From this perspective, restorations are mainly a device for presenting an analysis and interpretation of a text in a readily usable fashion; a continuous text is, after all, far more readable than a block of discontinuous words and a mass of notes. A translation of such a restored text is similarly a device of presentation, a means of clarifying an interpretation. But the historian who would use such texts must always keep in mind that restorations are a form of presentation of an argument, not simply another form of primary evidence messed up with some funny brackets.
Particular and general
It will be evident from the varied circumstances in which papyri have survived and been edited that they reach the scholar and student with a great diversity of immediate contexts. At one extreme, a papyrus may be acquired in isolation through the antiquities market, with no associated information about where it was found or with what other texts. At the other, a papyrus may be found as part of a group in a controlled excavation or at least be identifiable as a member of an assemblage of papyri.
(Papyrologists often refer to such assemblages loosely as
“archives,” not necessarily meaning to ascribe to them either an official capacity or even any ancient physical unity.1)
The task of the historian in using papyri is clearly conditioned to a large extent by these circumstances.
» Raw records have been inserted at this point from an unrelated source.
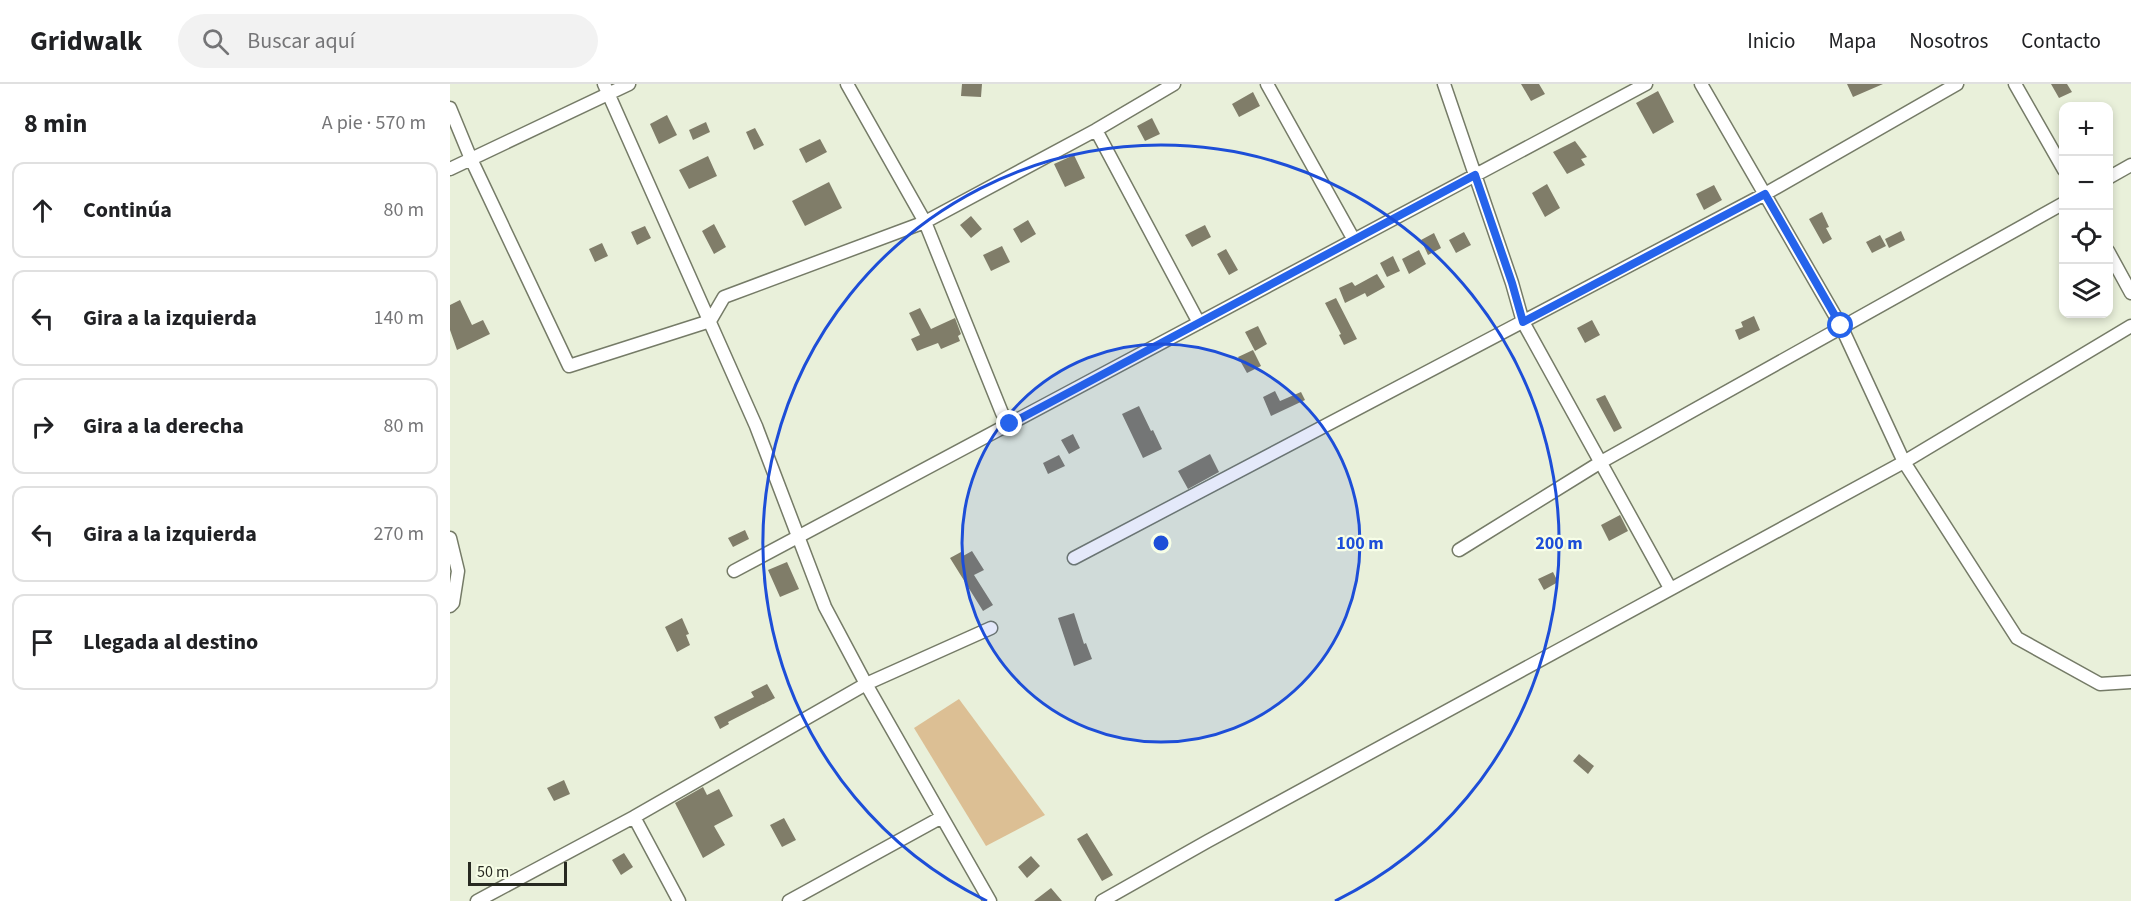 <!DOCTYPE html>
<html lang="es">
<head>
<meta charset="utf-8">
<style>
  :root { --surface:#fff; --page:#f2f2f2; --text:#202124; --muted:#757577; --line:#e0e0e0 }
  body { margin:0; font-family:"Source Sans 3",sans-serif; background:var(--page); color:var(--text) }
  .controls { position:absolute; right:18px; top:18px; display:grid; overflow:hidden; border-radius:12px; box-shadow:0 3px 9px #0003 }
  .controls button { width:54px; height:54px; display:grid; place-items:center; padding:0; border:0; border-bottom:2px solid var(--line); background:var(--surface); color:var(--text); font:30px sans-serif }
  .scale { position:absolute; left:18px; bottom:15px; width:99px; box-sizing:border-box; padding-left:6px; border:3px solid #272921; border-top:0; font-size:16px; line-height:21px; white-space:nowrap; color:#272921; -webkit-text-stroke:4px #f7fee7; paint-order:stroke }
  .stop { position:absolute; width:18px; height:18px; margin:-14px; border:4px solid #2563eb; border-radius:50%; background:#fff }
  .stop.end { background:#2563eb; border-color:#fff; box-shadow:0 2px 6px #0008 }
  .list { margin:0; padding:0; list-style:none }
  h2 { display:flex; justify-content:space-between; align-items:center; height:78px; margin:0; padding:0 24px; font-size:26px }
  h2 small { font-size:20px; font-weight:400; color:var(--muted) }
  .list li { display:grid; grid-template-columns:39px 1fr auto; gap:18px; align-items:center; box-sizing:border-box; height:96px; margin:0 12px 12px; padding:0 12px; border:2px solid var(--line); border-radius:12px }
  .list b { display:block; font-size:22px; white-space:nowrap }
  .list em { font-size:20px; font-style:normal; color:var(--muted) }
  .icon { flex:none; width:33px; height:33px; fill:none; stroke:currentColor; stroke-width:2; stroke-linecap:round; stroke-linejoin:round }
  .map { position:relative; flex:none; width:1681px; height:817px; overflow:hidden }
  header { display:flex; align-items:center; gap:36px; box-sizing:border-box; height:84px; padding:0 30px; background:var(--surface); border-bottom:2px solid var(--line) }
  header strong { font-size:28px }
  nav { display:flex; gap:33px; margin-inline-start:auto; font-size:21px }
  .search { width:420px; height:54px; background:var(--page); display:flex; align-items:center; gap:15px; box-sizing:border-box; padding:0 21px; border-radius:33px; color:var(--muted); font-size:22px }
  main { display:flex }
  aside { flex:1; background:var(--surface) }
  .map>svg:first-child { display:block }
  .green { fill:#dcbf94 }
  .building { fill:#807d69 }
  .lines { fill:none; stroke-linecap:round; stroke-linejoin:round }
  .minor-casing { stroke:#757b67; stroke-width:15 }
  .minor { stroke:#fff; stroke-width:12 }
  .route { stroke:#2563eb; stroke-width:8 }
  .ring { fill:none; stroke:#1d4ed8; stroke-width:3 }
  .centre { fill:#1d4ed8; stroke:#f7fee7; stroke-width:3 }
  .ring-label { font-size:18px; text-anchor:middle; font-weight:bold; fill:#1d4ed8; stroke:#f7fee7; stroke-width:4.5; stroke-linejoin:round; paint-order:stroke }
</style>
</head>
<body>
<header>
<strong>Gridwalk</strong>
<div class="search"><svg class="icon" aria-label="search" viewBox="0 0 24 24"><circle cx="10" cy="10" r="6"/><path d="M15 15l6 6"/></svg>Buscar aquí</div>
<nav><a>Inicio</a><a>Mapa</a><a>Nosotros</a><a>Contacto</a></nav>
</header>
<main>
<aside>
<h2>8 min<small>A pie · 570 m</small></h2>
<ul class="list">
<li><svg class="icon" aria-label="ahead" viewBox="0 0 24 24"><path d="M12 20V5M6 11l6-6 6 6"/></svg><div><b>Continúa</b></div><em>80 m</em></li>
<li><svg class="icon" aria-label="left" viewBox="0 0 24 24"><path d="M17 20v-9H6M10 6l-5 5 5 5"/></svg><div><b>Gira a la izquierda</b></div><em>140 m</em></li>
<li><svg class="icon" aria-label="right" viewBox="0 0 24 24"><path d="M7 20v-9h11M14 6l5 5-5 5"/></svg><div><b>Gira a la derecha</b></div><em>80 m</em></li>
<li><svg class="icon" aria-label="left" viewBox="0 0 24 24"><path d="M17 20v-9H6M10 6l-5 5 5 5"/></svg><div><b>Gira a la izquierda</b></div><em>270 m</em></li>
<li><svg class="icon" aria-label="arrive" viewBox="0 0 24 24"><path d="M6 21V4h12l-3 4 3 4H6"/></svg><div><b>Llegada al destino</b></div></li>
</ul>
</aside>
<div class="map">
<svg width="1681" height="817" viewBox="0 0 1681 817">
  <rect width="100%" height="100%" fill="#e9f0da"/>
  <path class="green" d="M509 615 595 731 536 762 464 644Z"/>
  <path class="building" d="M512 0H532L531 13 511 12Z
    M1071 0H1089L1095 10 1081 17Z
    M1397 0H1433L1403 13Z
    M1601 0H1617L1622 8 1609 14Z
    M1208 7 1224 38 1203 50 1186 19Z
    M803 8 810 22 789 33 782 20Z
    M217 31 227 51 209 60 200 40Z
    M702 34 710 50 695 57 687 42Z
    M256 38 260 48 243 56 239 46Z
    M305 44 314 61 304 66 296 48Z
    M370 55 377 68 356 79 349 65Z
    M1125 57 1137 73 1131 75 1135 81 1117 90 1103 68Z
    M624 71 635 94 615 103 604 80Z
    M258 72 267 92 239 105 229 86Z
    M379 98 392 124 355 142 342 117Z
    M1097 100 1110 124 1095 133 1082 109Z
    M1264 101 1272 116 1254 126 1246 110Z
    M1372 128 1379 143 1376 144 1382 155 1373 160 1359 135Z
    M521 132 532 145 521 154 510 141Z
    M578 136 586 150 571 159 563 145Z
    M264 140 276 163 264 170 252 147Z
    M755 141 761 153 742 163 735 151Z
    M195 142 201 154 187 161 181 148Z
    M1451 147 1455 156 1439 164 1435 155Z
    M1014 148 1021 161 1006 169 999 156Z
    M984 149 991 164 978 171 971 156Z
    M1430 151 1436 162 1422 169 1416 158Z
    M152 159 158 172 145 178 139 165Z
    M552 162 560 178 541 187 533 171Z
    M776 165 788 186 779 191 767 170Z
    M969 166 976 180 959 190 952 175Z
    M943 172 950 187 937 193 930 179Z
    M927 190 935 203 917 213 915 209 895 219 889 204 902 198 905 202Z
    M886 214 907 255 894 261 889 251 891 250 875 219Z
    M10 216 22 241 33 236 40 250 7 266 0 246V221Z
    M470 224 481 245 505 234 511 250 508 252 510 257 491 265 488 259 467 267 461 255 470 251 459 229Z
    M1304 232 1310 246 1289 256 1285 246 1293 243 1291 238Z
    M1142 236 1150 251 1135 259 1127 244Z
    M808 242 817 260 805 267 795 248Z
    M803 266 811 282 797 289 788 273Z
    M825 307 830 317 851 308 855 316 821 332 813 313Z
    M1155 311 1172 344 1164 348 1146 315Z
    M689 322 701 347 703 346 712 365 693 374 672 330Z
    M623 350 630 364 619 370 611 356Z
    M760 370 769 388 738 405 728 387Z
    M609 371 615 382 598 390 593 379Z
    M1170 431 1178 447 1159 457 1151 441Z
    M295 446 299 455 283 463 278 454Z
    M522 467 534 486 524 491 543 521 533 527 500 474 511 468 513 472Z
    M337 478 349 505 330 513 318 486Z
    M1103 488 1108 498 1094 506 1088 495Z
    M624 529 634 560 636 559 642 575 624 582 608 534Z
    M232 534 239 550 236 551 240 561 227 568 215 543Z
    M317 600 325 614 278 638 279 640 270 645 264 633 304 613 301 608Z
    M1129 670 1144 682 1138 690 1123 677Z
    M114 696 120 710 104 717 97 704Z
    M253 703 257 711 269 705 283 732 264 742 275 761 253 774 225 719Z
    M334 734 346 756 332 763 320 741Z
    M637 749 663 791 652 797 627 755Z
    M174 769 183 783 171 791 162 776Z
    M581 772 590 782 577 794 568 783Z
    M601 804 612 817H584Z"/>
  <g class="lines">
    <g class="minor-casing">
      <path id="minor" d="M154 0 306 342 375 523 416 600 540 817
        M397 0 475 138 552 329 560 340
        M817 0 904 156
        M994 0 1062 199 1073 238 1220 504
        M1251 0 1391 242 1454 378 1567 554 1650 600 1681 598
        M1565 0 1614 86
        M0 24 21 75 119 282 260 237 274 213 475 138 646 46 724 0
        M646 46 749 239
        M0 85 179 0
        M1658 94 1681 81
        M1658 167 1681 209
        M0 454 8 487 3 519 0 522
        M1009 466 1151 378 1614 119
        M624 474 1315 110 1507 0
        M284 487 1196 0
        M184 733 229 817
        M27 817 184 733 416 600 541 544
        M339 817 492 733
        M652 817 758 757 1454 378 1681 242"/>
    </g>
    <use href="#minor" class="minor"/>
  </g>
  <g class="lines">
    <path class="route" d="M560 340 1025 91 1062 199 1073 238 1315 110 1391 242"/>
  </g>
  <circle cx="711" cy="459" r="199" fill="#1d4ed8" fill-opacity=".12"/>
  <g class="ring">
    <circle cx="711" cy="459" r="199"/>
    <path d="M537 817A398 398 0 1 1 885 817"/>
  </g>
  <circle cx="711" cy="459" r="9" class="centre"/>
  <g class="ring-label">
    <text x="910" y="465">100 m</text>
    <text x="1109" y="465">200 m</text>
  </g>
</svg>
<div class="controls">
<button>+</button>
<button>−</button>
<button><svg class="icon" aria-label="locate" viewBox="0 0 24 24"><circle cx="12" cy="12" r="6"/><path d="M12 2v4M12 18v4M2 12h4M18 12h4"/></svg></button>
<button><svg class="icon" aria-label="layers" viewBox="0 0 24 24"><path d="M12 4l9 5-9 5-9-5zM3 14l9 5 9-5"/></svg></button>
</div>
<div class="scale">50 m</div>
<div class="stop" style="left:1391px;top:242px"></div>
<div class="stop end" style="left:560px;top:340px"></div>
</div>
</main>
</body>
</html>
In an extreme case the author and recipient of a text may be unknown, and the conditions under which it was drawn up a matter of conjecture.
Or all of the persons may be well known, along with their family connections, material circumstances, and the context of writing.
These differing cases impose different tasks on the historian. The purpose of this chapter is to show several instances of the scholar’s response to the challenge offered by a papyrus or group of papyri. In the first section we will look at two papyri lacking an obvious context, from which historians have managed to extract a great deal; the first of these is in fact close to the first of the extremes described above. With them I discuss a text forming part of an archive but the subject of important study from a viewpoint outside that archive and a foray into massive tax rolls for a purpose very different from the usual. A second section will consider various ways in which clusters or assemblages of documents allow rich and informative analysis. The third section will speak briefly—because the question will occupy us again in various forms in later chapters—of the process of synthesizing scattered bits of information; in the fourth we will look at the ways in which absent papyrological information can be replaced by other types of evidence.